• _Task requirements_: Type out the data below in its entirety, exactly as given.

▽

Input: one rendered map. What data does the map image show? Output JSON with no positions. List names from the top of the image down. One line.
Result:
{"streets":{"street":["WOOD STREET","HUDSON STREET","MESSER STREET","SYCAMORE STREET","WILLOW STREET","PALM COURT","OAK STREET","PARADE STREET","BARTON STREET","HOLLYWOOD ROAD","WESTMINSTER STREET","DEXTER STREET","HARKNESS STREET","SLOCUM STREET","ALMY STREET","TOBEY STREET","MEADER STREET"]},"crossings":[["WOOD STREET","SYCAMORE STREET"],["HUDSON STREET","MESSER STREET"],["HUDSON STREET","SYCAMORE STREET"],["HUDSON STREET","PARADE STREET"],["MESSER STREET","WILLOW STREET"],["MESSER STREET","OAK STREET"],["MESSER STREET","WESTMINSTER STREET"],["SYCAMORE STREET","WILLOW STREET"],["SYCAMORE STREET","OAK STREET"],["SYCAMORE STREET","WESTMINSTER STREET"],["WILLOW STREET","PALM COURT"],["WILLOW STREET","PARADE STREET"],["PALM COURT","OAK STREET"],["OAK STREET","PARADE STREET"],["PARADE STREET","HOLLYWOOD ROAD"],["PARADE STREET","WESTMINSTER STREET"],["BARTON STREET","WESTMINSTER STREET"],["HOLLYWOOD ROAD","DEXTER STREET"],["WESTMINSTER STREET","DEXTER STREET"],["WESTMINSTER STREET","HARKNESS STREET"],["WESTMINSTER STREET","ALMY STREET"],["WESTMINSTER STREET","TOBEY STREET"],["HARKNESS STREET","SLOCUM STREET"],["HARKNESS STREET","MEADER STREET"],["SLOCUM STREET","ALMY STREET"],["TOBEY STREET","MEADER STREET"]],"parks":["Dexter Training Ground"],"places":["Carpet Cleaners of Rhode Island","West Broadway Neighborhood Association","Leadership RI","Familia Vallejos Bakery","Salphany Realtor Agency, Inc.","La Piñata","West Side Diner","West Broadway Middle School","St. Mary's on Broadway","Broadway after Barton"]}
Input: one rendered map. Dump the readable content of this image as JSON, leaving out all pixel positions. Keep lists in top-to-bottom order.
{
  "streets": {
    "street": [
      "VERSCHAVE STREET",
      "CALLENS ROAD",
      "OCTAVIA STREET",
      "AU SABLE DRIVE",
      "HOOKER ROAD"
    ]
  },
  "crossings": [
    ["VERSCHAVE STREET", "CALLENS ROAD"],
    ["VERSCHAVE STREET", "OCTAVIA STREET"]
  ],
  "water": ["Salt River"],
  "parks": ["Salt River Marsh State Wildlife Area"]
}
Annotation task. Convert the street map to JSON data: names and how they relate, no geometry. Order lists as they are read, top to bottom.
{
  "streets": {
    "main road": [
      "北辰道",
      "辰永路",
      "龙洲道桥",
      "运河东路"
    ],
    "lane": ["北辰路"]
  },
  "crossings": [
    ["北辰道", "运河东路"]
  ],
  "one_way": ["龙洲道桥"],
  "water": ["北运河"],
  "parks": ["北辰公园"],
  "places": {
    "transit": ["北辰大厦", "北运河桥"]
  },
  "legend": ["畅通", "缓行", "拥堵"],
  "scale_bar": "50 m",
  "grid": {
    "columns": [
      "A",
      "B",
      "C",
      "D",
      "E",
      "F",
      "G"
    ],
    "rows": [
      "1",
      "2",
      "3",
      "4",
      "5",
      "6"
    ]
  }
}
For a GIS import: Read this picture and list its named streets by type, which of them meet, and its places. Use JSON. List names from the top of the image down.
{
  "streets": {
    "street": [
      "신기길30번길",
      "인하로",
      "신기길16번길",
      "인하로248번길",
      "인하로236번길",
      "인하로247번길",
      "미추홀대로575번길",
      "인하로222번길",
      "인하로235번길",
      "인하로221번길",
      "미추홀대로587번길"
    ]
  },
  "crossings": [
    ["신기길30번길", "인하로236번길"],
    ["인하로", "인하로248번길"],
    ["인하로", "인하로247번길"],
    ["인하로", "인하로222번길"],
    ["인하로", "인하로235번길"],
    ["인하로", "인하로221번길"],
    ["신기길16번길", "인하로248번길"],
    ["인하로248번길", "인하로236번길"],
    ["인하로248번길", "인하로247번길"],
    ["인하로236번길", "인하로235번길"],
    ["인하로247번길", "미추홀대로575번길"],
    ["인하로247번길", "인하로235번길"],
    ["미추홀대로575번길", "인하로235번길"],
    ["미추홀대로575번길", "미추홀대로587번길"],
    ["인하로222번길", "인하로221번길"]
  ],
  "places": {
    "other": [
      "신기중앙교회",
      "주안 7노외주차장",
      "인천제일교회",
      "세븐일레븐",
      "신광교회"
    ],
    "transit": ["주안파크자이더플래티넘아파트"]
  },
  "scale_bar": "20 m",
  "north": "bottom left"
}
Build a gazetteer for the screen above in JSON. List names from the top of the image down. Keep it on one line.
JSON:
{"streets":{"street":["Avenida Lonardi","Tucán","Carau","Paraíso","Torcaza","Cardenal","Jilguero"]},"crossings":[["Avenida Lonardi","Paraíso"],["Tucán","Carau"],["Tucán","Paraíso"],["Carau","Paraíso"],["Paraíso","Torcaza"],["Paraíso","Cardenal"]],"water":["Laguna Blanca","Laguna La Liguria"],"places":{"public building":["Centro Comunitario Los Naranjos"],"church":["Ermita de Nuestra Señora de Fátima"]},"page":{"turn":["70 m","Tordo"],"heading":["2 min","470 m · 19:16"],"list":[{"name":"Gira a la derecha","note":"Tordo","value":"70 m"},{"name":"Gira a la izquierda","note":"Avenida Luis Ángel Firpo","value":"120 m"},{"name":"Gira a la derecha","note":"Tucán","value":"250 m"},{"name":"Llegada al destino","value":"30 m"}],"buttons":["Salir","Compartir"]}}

△

• _Response area_:
Input: one rendered map. What data does the map image show? Output JSON with no positions. List names from the top of the image down. One line.
Result:
{"streets":{"street":["WOOD STREET","HUDSON STREET","MESSER STREET","SYCAMORE STREET","WILLOW STREET","PALM COURT","OAK STREET","PARADE STREET","BARTON STREET","HOLLYWOOD ROAD","WESTMINSTER STREET","DEXTER STREET","HARKNESS STREET","SLOCUM STREET","ALMY STREET","TOBEY STREET","MEADER STREET"]},"crossings":[["WOOD STREET","SYCAMORE STREET"],["HUDSON STREET","MESSER STREET"],["HUDSON STREET","SYCAMORE STREET"],["HUDSON STREET","PARADE STREET"],["MESSER STREET","WILLOW STREET"],["MESSER STREET","OAK STREET"],["MESSER STREET","WESTMINSTER STREET"],["SYCAMORE STREET","WILLOW STREET"],["SYCAMORE STREET","OAK STREET"],["SYCAMORE STREET","WESTMINSTER STREET"],["WILLOW STREET","PALM COURT"],["WILLOW STREET","PARADE STREET"],["PALM COURT","OAK STREET"],["OAK STREET","PARADE STREET"],["PARADE STREET","HOLLYWOOD ROAD"],["PARADE STREET","WESTMINSTER STREET"],["BARTON STREET","WESTMINSTER STREET"],["HOLLYWOOD ROAD","DEXTER STREET"],["WESTMINSTER STREET","DEXTER STREET"],["WESTMINSTER STREET","HARKNESS STREET"],["WESTMINSTER STREET","ALMY STREET"],["WESTMINSTER STREET","TOBEY STREET"],["HARKNESS STREET","SLOCUM STREET"],["HARKNESS STREET","MEADER STREET"],["SLOCUM STREET","ALMY STREET"],["TOBEY STREET","MEADER STREET"]],"parks":["Dexter Training Ground"],"places":["Carpet Cleaners of Rhode Island","West Broadway Neighborhood Association","Leadership RI","Familia Vallejos Bakery","Salphany Realtor Agency, Inc.","La Piñata","West Side Diner","West Broadway Middle School","St. Mary's on Broadway","Broadway after Barton"]}
Input: one rendered map. Dump the readable content of this image as JSON, leaving out all pixel positions. Keep lists in top-to-bottom order.
{
  "streets": {
    "street": [
      "VERSCHAVE STREET",
      "CALLENS ROAD",
      "OCTAVIA STREET",
      "AU SABLE DRIVE",
      "HOOKER ROAD"
    ]
  },
  "crossings": [
    ["VERSCHAVE STREET", "CALLENS ROAD"],
    ["VERSCHAVE STREET", "OCTAVIA STREET"]
  ],
  "water": ["Salt River"],
  "parks": ["Salt River Marsh State Wildlife Area"]
}
Annotation task. Convert the street map to JSON data: names and how they relate, no geometry. Order lists as they are read, top to bottom.
{
  "streets": {
    "main road": [
      "北辰道",
      "辰永路",
      "龙洲道桥",
      "运河东路"
    ],
    "lane": ["北辰路"]
  },
  "crossings": [
    ["北辰道", "运河东路"]
  ],
  "one_way": ["龙洲道桥"],
  "water": ["北运河"],
  "parks": ["北辰公园"],
  "places": {
    "transit": ["北辰大厦", "北运河桥"]
  },
  "legend": ["畅通", "缓行", "拥堵"],
  "scale_bar": "50 m",
  "grid": {
    "columns": [
      "A",
      "B",
      "C",
      "D",
      "E",
      "F",
      "G"
    ],
    "rows": [
      "1",
      "2",
      "3",
      "4",
      "5",
      "6"
    ]
  }
}
For a GIS import: Read this picture and list its named streets by type, which of them meet, and its places. Use JSON. List names from the top of the image down.
{
  "streets": {
    "street": [
      "신기길30번길",
      "인하로",
      "신기길16번길",
      "인하로248번길",
      "인하로236번길",
      "인하로247번길",
      "미추홀대로575번길",
      "인하로222번길",
      "인하로235번길",
      "인하로221번길",
      "미추홀대로587번길"
    ]
  },
  "crossings": [
    ["신기길30번길", "인하로236번길"],
    ["인하로", "인하로248번길"],
    ["인하로", "인하로247번길"],
    ["인하로", "인하로222번길"],
    ["인하로", "인하로235번길"],
    ["인하로", "인하로221번길"],
    ["신기길16번길", "인하로248번길"],
    ["인하로248번길", "인하로236번길"],
    ["인하로248번길", "인하로247번길"],
    ["인하로236번길", "인하로235번길"],
    ["인하로247번길", "미추홀대로575번길"],
    ["인하로247번길", "인하로235번길"],
    ["미추홀대로575번길", "인하로235번길"],
    ["미추홀대로575번길", "미추홀대로587번길"],
    ["인하로222번길", "인하로221번길"]
  ],
  "places": {
    "other": [
      "신기중앙교회",
      "주안 7노외주차장",
      "인천제일교회",
      "세븐일레븐",
      "신광교회"
    ],
    "transit": ["주안파크자이더플래티넘아파트"]
  },
  "scale_bar": "20 m",
  "north": "bottom left"
}
Build a gazetteer for the screen above in JSON. List names from the top of the image down. Keep it on one line.
JSON:
{"streets":{"street":["Avenida Lonardi","Tucán","Carau","Paraíso","Torcaza","Cardenal","Jilguero"]},"crossings":[["Avenida Lonardi","Paraíso"],["Tucán","Carau"],["Tucán","Paraíso"],["Carau","Paraíso"],["Paraíso","Torcaza"],["Paraíso","Cardenal"]],"water":["Laguna Blanca","Laguna La Liguria"],"places":{"public building":["Centro Comunitario Los Naranjos"],"church":["Ermita de Nuestra Señora de Fátima"]},"page":{"turn":["70 m","Tordo"],"heading":["2 min","470 m · 19:16"],"list":[{"name":"Gira a la derecha","note":"Tordo","value":"70 m"},{"name":"Gira a la izquierda","note":"Avenida Luis Ángel Firpo","value":"120 m"},{"name":"Gira a la derecha","note":"Tucán","value":"250 m"},{"name":"Llegada al destino","value":"30 m"}],"buttons":["Salir","Compartir"]}}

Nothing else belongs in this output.